TASK PROMPT - Show every line of the data that includes the word "image".

INFORMATION PROVIDED -

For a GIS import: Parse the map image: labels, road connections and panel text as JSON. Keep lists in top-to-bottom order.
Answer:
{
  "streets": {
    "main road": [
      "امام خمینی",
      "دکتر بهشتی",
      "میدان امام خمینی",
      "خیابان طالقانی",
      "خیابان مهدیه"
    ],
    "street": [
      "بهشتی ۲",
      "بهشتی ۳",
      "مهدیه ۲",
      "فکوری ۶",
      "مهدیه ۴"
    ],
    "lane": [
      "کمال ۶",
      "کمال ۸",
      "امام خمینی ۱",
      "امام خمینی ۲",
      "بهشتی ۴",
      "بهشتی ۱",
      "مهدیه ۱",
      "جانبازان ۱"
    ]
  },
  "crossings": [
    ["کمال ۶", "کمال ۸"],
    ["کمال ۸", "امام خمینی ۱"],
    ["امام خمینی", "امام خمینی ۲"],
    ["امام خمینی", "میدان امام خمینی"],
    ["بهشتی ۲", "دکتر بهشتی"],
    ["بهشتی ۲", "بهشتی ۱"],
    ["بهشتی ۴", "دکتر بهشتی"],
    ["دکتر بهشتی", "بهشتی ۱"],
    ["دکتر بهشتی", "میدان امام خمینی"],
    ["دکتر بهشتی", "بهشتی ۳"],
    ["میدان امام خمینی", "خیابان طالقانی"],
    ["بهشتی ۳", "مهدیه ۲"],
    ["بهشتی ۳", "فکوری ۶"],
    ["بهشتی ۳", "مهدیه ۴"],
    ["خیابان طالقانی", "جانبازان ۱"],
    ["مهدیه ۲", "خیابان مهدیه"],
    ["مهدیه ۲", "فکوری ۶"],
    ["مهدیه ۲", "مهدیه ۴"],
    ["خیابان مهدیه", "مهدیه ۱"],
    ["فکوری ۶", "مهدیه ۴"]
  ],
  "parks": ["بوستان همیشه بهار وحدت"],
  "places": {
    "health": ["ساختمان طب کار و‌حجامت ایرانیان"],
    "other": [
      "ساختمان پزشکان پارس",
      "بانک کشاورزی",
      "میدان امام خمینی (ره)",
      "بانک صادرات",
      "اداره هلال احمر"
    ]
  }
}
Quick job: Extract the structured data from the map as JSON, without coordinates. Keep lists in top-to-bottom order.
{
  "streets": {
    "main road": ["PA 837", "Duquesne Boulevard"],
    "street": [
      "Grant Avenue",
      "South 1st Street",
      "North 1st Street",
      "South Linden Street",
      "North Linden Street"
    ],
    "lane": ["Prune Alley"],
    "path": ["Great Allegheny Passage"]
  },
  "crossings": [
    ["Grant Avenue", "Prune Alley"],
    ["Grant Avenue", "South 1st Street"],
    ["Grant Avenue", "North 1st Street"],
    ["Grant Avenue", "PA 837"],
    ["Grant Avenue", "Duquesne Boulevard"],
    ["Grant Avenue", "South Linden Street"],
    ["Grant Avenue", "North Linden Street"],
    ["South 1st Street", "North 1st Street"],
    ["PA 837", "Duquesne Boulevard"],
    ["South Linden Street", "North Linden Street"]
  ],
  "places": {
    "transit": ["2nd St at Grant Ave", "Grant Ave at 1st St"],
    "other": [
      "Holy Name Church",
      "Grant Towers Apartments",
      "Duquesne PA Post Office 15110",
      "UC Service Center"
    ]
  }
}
--
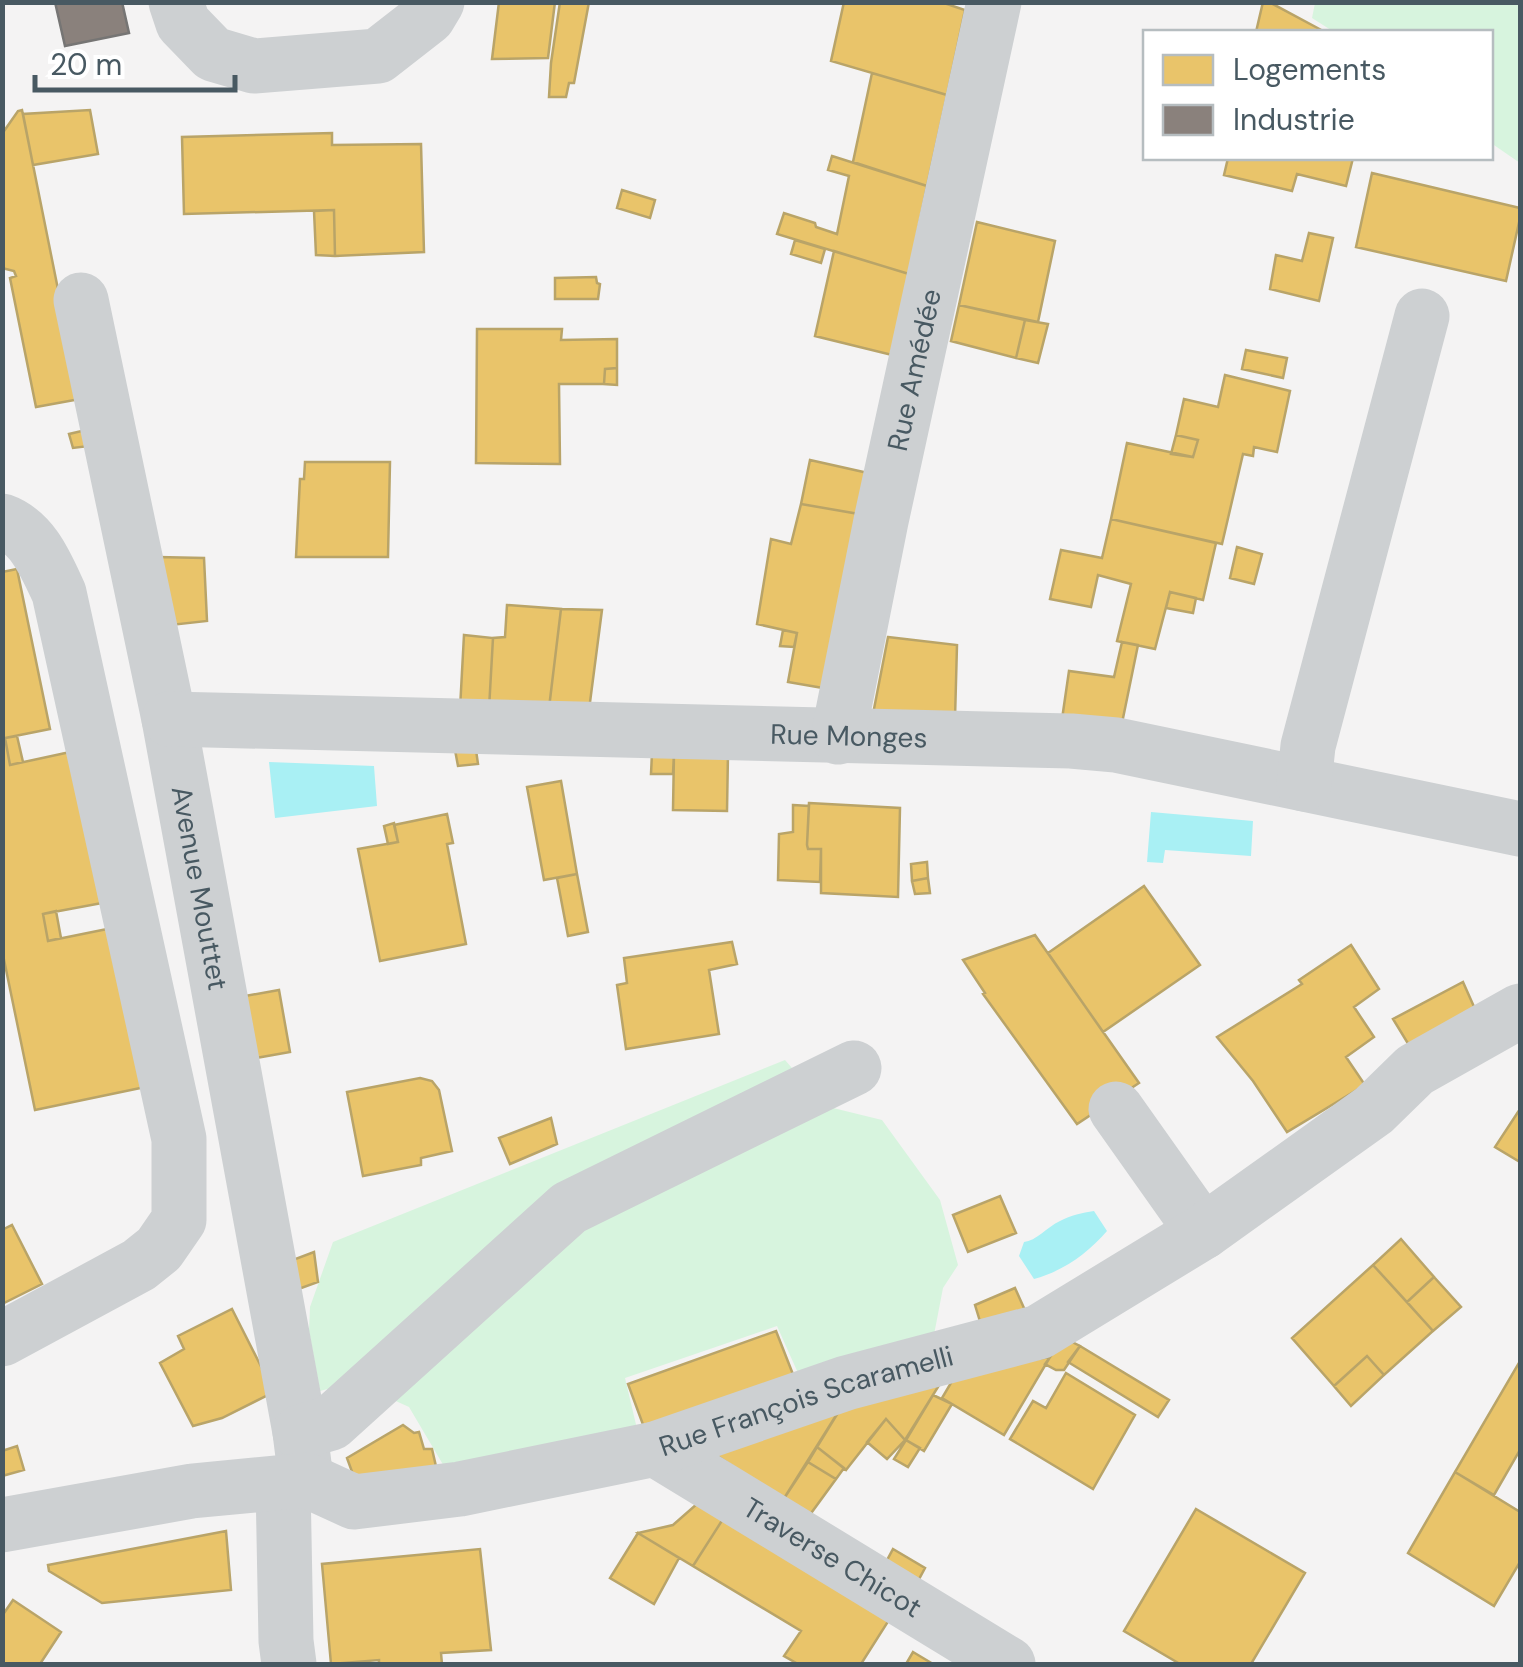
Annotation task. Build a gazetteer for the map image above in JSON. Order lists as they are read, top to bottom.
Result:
==
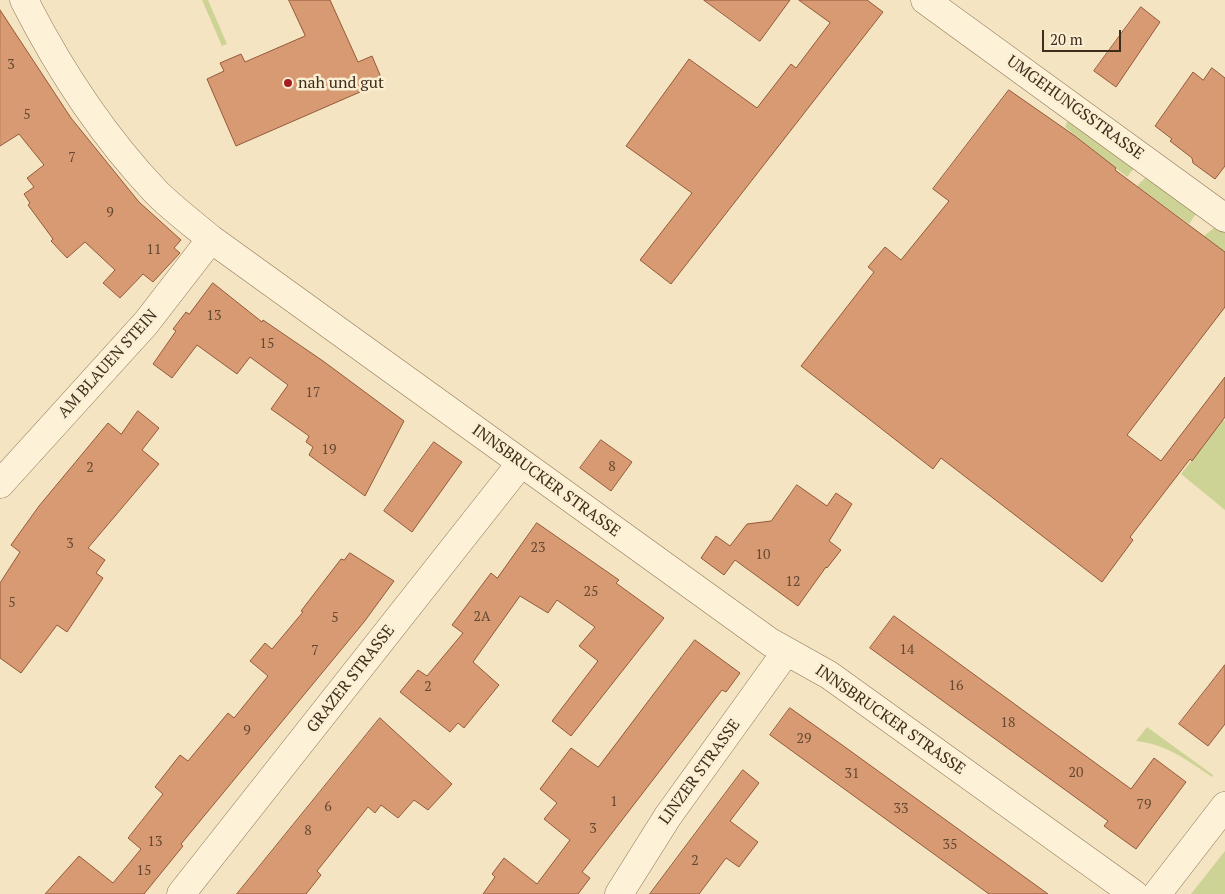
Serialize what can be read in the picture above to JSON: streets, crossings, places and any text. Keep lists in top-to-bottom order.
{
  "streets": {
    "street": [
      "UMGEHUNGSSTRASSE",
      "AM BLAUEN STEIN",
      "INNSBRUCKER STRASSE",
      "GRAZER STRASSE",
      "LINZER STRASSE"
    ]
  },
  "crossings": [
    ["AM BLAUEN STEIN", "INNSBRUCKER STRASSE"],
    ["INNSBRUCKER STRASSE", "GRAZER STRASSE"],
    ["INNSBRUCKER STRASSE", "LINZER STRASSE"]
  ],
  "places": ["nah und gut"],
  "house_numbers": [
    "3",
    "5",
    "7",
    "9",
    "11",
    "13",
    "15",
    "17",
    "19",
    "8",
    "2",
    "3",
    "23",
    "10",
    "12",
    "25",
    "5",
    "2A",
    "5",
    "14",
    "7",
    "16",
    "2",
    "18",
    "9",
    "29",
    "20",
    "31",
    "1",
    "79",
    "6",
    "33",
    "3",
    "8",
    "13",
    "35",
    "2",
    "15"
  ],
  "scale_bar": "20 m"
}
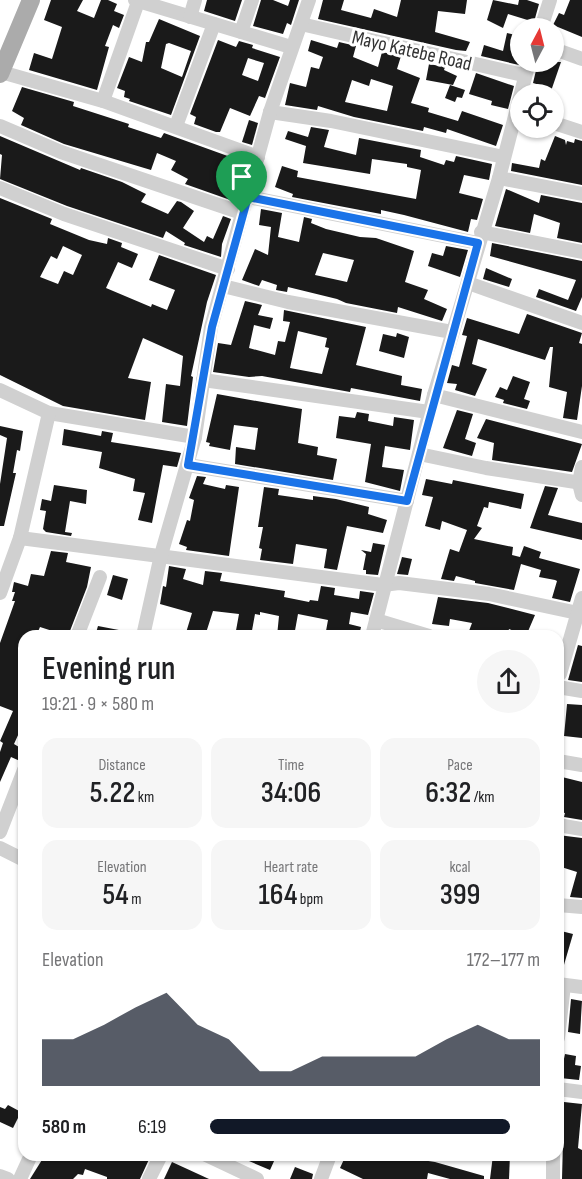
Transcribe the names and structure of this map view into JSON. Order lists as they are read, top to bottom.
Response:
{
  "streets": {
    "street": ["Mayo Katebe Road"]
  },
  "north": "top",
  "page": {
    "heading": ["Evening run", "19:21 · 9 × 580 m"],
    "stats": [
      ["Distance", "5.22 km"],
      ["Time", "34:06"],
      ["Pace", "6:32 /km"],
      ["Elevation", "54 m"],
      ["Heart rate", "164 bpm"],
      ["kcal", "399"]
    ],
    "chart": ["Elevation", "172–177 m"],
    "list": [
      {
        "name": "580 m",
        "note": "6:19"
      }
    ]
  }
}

EXERCISE ANSWER -
For a GIS import: Parse the map image: labels, road connections and panel text as JSON. Keep lists in top-to-bottom order.
Annotation task. Build a gazetteer for the map image above in JSON. Order lists as they are read, top to bottom.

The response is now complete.